Vendée : Sélection Casimir, GRAINE DE CHAMPION

Casimir vient de remporter le titre de champion au national charolais. C'est une première pour un taureau Vendéen. Laurent Robichon, éleveur à La Flocellière voit son travail de sélectionneur récompensé.

Loin des projecteurs, des flashs et de la foule, il a retrouvé l'herbe encore généreuse des collines qui surplombent le village de la Chagnaie, situé aux portes de Saint-Michel-Mont-Mercure et de La Flocellière. A trois ans et demi, ce taureau a déjà vu du pays et connaît bien les rings où il peut montrer sa puissance, et sa démarche encore souple, malgré ses 1600 kilos. Né aux Brouzils dans l'élevage d'Albert et Bertrand Merlet, ce fils d'Alcapone acheté à 4 mois, se voit couronner à trois ans et demi. Il vient d'être consacré grand champion du National charolais organisé à Cournon au sommet de l'élevage des 6, 7 et 8 octobre derniers.

«J'avais repéré les performances d'Alcapone (1) qui avait une bonne lignée maternelle et un bon développement, mais je n'aurais jamais envisagé un retour aussi rapide. » confie Laurent Robichon à la tête d'un troupeau de 95 vaches inscrites au livre généalogique du Herd book charolais. Ce sont ses grands parents qui ont acheté les premières vaches à l'élevage Dessauny de la Nièvre, encore aujourd'hui dans le top 50 des élevages charolais.
Un prix de champion pour un mâle, c'est une belle reconnaissance pour un Vendéen dans une compétition où les sélectionneurs du Centre arrivent toujours en tête.

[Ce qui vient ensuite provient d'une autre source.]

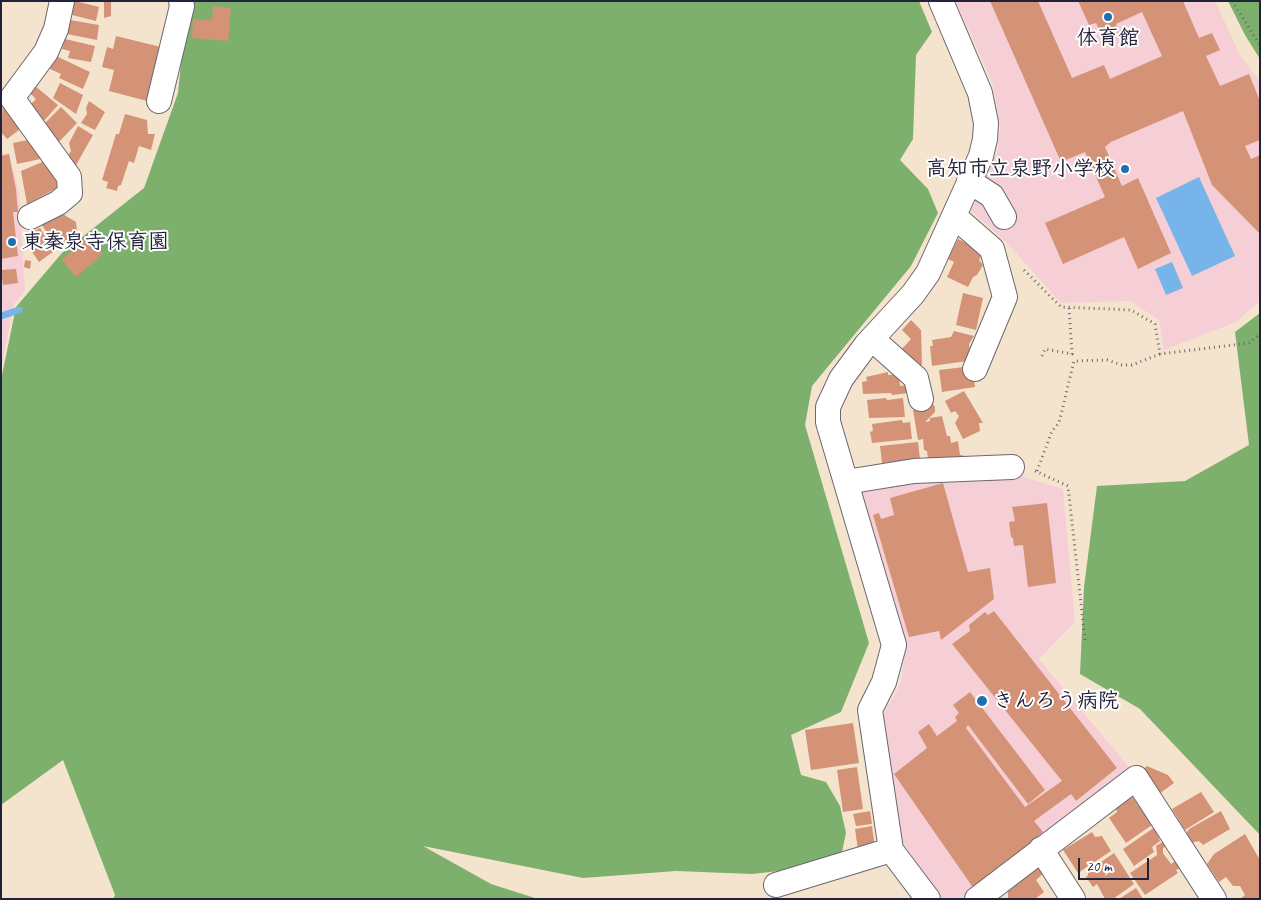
<!DOCTYPE html>
<meta charset="utf-8">
<style>
body{margin:0}
#map{position:relative;width:1261px;height:900px;overflow:hidden;background:#f5e4cd;font-family:Caveat,sans-serif}
canvas{display:block}
.frame{position:absolute;inset:0;border:2px solid #22223b;pointer-events:none}
.scale{position:absolute;left:1078px;top:858px;width:71px;height:22px;box-sizing:border-box;border:2px solid #22223b;border-top:0;padding-left:6px;font-size:15px;line-height:18px;white-space:nowrap;color:#22223b;-webkit-text-stroke:4px #fff;paint-order:stroke}
</style>
<div id="map">
<canvas width="1261" height="900"></canvas>
<div class="frame"></div>
<div class="scale">20 m</div>
</div>
<script>
const c = document.querySelector('canvas').getContext('2d');
c.lineJoin = 'round';
function fill(path, color) {
  c.fillStyle = color;
  c.fill(path, 'evenodd');
}
function shape(rows) {
  const path = new Path2D();
  for (const r of rows) {
    path.moveTo(r[0], r[1]);
    for (let i = 2; i < r.length; i += 2) path.lineTo(r[i], r[i + 1]);
  }
  return path;
}
function stroke(path, color, width, dash) {
  c.strokeStyle = color;
  c.lineWidth = width;
  c.lineCap = dash ? 'butt' : 'round';
  c.setLineDash(dash || []);
  c.stroke(path);
}
function label(font, color, halo, rows, align = 'center') {
  c.font = font + ' Caveat,"Klee One",sans-serif';
  c.lineWidth = 4;
  c.setLineDash([]);
  c.textBaseline = 'middle';
  c.strokeStyle = halo;
  c.fillStyle = color;
  for (const [text, x, y, turn = 0] of rows) {
    c.save();
    c.translate(x, y);
    c.rotate((+turn || 0) * Math.PI / 180);
    c.textAlign = isNaN(turn) ? turn : align;
    if (halo) c.strokeText(text, 0, 0);
    c.fillText(text, 0, 0);
    c.restore();
  }
}
fill(shape([
 [956,1,1215,1,1240,55,1260,82,1260,301,1236,322,1164,350,1159,320,1130,301,1061,303,1008,244,971,211,998,150,1000,125,992,82],
 [9,153,19,194,25,290,14,304,1,369,1,154],
 [1015,474,1063,489,1075,622,1039,659,1129,767,965,899,943,899,900,839,881,720,901,682,905,650,902,626,862,493,917,479,960,481]
]), '#f6cfd6');
fill(shape([
 [187,1,919,1,932,32,916,55,913,139,900,160,928,189,938,213,911,266,812,386,805,425,869,643,841,712,791,735,801,775,826,782,840,806,846,833,840,861,797,869,752,874,676,871,583,878,423,846,491,884,538,899,113,899,115,895,63,760,1,805,1,380,16,307,62,253,144,188,178,93],
 [1228,1,1260,1,1260,59,1245,35],
 [1260,313,1260,835,1140,709,1080,674,1084,587,1097,486,1185,481,1249,445,1235,332]
]), '#7db06c');
fill(shape([
 [1199,177,1235,256,1192,276,1156,198],
 [1172,262,1183,288,1166,295,1155,269]
]), '#77b4ea');
stroke(shape([
 [1,316,19,310]
]), '#77b4ea', 7);
fill(shape([
 [75,1,99,7,96,21,72,15],
 [990,1,1038,1,1072,78,1104,65,1110,79,1162,56,1142,12,1116,24,1119,32,1103,38,1096,23,1089,25,1078,1,1183,1,1199,38,1212,33,1220,50,1206,56,1220,86,1249,74,1260,101,1260,140,1245,146,1251,159,1260,155,1260,234,1212,185,1183,111,1111,142,1105,147,1122,186,1138,178,1171,253,1138,269,1124,237,1063,264,1045,223,1105,197,1085,152,1061,162],
 [104,2,111,2,111,16,104,18],
 [213,6,231,8,228,41,192,38,193,19,212,20],
 [70,20,99,25,97,40,67,34],
 [116,36,165,48,147,101,109,91,114,70,102,67,107,47,113,49],
 [65,39,95,46,91,62,68,58,70,51,62,49],
 [56,56,90,72,83,89,59,78,61,74,50,69],
 [60,83,83,95,76,114,53,98],
 [34,85,58,105,43,122,30,105,36,99,30,93],
 [89,101,105,112,95,130,81,123,87,114,86,108],
 [3,102,23,127,7,139,1,132],
 [61,107,77,123,59,142,43,125],
 [125,114,147,120,148,134,155,134,151,150,139,146,134,163,129,161,121,185,118,186,117,191,106,188,108,182,102,180,116,134,119,134],
 [78,126,93,135,75,167,67,157,71,151,69,143],
 [33,139,45,158,17,164,13,143],
 [9,154,16,189,18,212,13,212,18,256,1,259,1,156],
 [47,160,56,177,57,188,27,204,21,171],
 [61,213,76,222,77,232,71,239,55,247,41,223],
 [40,228,54,251,39,262,28,246,32,241,32,232],
 [92,232,99,240,95,243,103,254,76,277,62,260],
 [958,239,979,249,982,254,979,260,983,265,977,275,973,277,968,287,947,277,954,262,948,259],
 [25,260,31,261,30,269,24,267],
 [16,269,18,283,3,285,1,270],
 [963,293,983,298,976,330,956,325],
 [911,320,921,330,922,364,918,370,899,352,911,339,902,330],
 [954,331,974,336,969,344,970,351,972,351,967,361,932,366,930,346,933,346,932,340,951,337],
 [972,366,975,387,942,392,939,370],
 [888,372,888,375,899,374,900,386,908,385,909,393,892,395,891,393,863,394,862,382,867,381,866,377],
 [964,391,983,423,979,423,980,431,963,439,955,423,959,416,955,411,951,413,945,401],
 [886,398,887,400,903,398,905,417,869,418,867,400],
 [929,399,935,407,935,412,925,422,930,421,930,418,942,416,947,436,950,436,951,443,958,441,960,455,963,455,963,459,928,460,927,451,924,450,923,439,918,440,913,410,923,407],
 [902,420,903,423,910,422,912,439,872,443,870,432,873,431,872,424],
 [918,442,920,459,882,463,880,446],
 [943,483,968,572,990,568,994,599,941,640,939,631,909,637,873,515,879,513,881,519,894,515,890,498],
 [1047,503,1056,583,1028,587,1023,545,1014,546,1013,538,1011,537,1009,522,1015,521,1012,507],
 [994,611,1117,768,1076,801,1071,794,1034,821,1043,832,1018,853,1018,857,974,889,894,774,927,748,918,732,929,724,937,736,957,721,955,717,959,713,953,705,970,692,1045,790,1028,804,968,725,966,728,1025,807,1062,781,952,644,970,631,969,625,985,612,988,615],
 [853,723,859,763,811,770,805,730],
 [1147,766,1168,775,1174,783,1159,794,1142,770],
 [857,767,863,809,843,812,837,770],
 [1201,792,1214,812,1185,830,1172,809],
 [1131,795,1152,825,1126,843,1109,818,1117,812,1116,809,1110,813,1108,811],
 [870,811,872,824,856,826,853,814],
 [1221,811,1230,829,1203,845,1199,841,1190,843,1185,835,1189,829],
 [872,826,875,848,858,850,855,829],
 [1155,827,1160,841,1152,847,1154,852,1134,866,1123,849],
 [1092,832,1095,837,1102,836,1111,851,1078,873,1063,850],
 [1245,834,1260,860,1260,899,1240,899,1245,895,1240,886,1233,886,1226,877,1219,882,1207,864,1214,854],
 [1164,841,1166,846,1163,848,1163,853,1171,864,1177,860,1182,867,1176,870,1178,873,1145,895,1130,873,1157,855,1156,846],
 [1114,853,1134,884,1113,899,1105,899,1097,884,1093,887,1086,877,1088,875,1088,871],
 [1038,867,1044,867,1046,871,1036,880,1044,892,1035,899,1008,899,1008,891],
 [1136,888,1143,899,1119,899]
]), '#d49376');
const minor = shape([
 [159,101,182,6,181,1],
 [969,181,992,196,1004,217],
 [954,216,992,249,1005,297,975,369],
 [30,217,58,203,70,193,69,177,12,98,46,52,56,29,62,1],
 [872,339,916,378,921,399],
 [846,482,914,471,1012,467],
 [1041,849,1073,899],
 [776,885,891,850],
 [928,899,891,850,870,710,884,682,894,645,828,422,828,407,841,379,866,345,913,294,928,273,981,156,985,139,986,123,980,93,941,1],
 [977,899,1136,778,1214,899]
]);
stroke(minor, '#6c666e', 26);
stroke(shape([
 [1232,1,1260,45],
 [1024,270,1061,307,1131,310,1155,324,1160,354,1249,343,1260,334],
 [1042,356,1045,349,1072,354,1069,307],
 [1035,471,1068,486,1085,640],
 [1037,471,1052,431,1059,423,1074,361,1107,360,1122,365,1132,365,1160,354]
]), '#6c666e', 3, [1, 4]);
stroke(minor, '#fff', 24);
for (const [x, y, r, color] of [
 [1108,17,5,"#1f6fb2"],
 [1125,169,5,"#1f6fb2"],
 [12,242,5,"#1f6fb2"],
 [982,701,6,"#1f6fb2"]
]) {
  const dot = new Path2D();
  dot.arc(x, y, r, 0, 2 * Math.PI);
  c.fillStyle = color;
  c.fill(dot);
  stroke(dot, '#fff', 2);
}
label('bold 21px', '#22223b', '#fff', [
 ["体育館",1108,38,"center"],
 ["高知市立泉野小学校",1115,169,"right"],
 ["東秦泉寺保育園",22,242],
 ["きんろう病院",993,701]
], 'left');
</script>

D'autant qu'un autre taureau de son élevage, Bugatti accroche une deuxième place et un 3ème prix de synthèse pour son index Isevr (111) et sa morphologie. Né dans les Deux-Sèvres chez Bruno Hérault, ce fils de Roméo, également de l'élevage Merlet des Brouzils, champion 2008 de l'Arc atlantique sera cette année sur le catalogue de Gènes diffusion.

Vente de paillettes

Pour le sélectionneur qui vend ses vaches de réforme à l'engraissement, des broutards et 15 à 20 reproducteurs par an, c'est une plus-value dans un contexte où les producteurs de viande bovine ne se bousculent pas pour acheter de jeunes reproducteurs. «2500 paillettes vont être proposées. Une dose est vendue 45 €. Mais même si les premières semences ont déjà trouvé preneurs à Cournon,et d'autres en Espagne, c'est encore trop tôt pour mesurer la côte de ce taureau auprès des éleveurs » estime Laurent.
Ce sélectionneur utilise 8 taureaux en monte naturelle dont certains achetés en co-propriété comme Casimir vendu par son propriétaire 13 000 euros. «Pour des taureaux de cette valeur, et pour des élevages qui comme celui de mon collègue Marc Roirand du Poiré-sur-Vie, reconstitue un troupeau, et Jérôme Hoorelbecke de l'Orne qui, avec un cheptel de 25 vaches ne peut se permettre d'acheter seul cette génétique, c'est intéressant. »
Dans le choix de ses géniteurs, l'éleveur privilégie la conformation et les qualités maternelles et les facilités de naissance. «J'achète un taureau tous les ans pour apporter toujours de la génétique. La fiche des index compte mais avant toute chose, je me rends toujours dans les élevages pour repérer les meilleurs taureaux et voire ce que peuvent donner leurs produits. »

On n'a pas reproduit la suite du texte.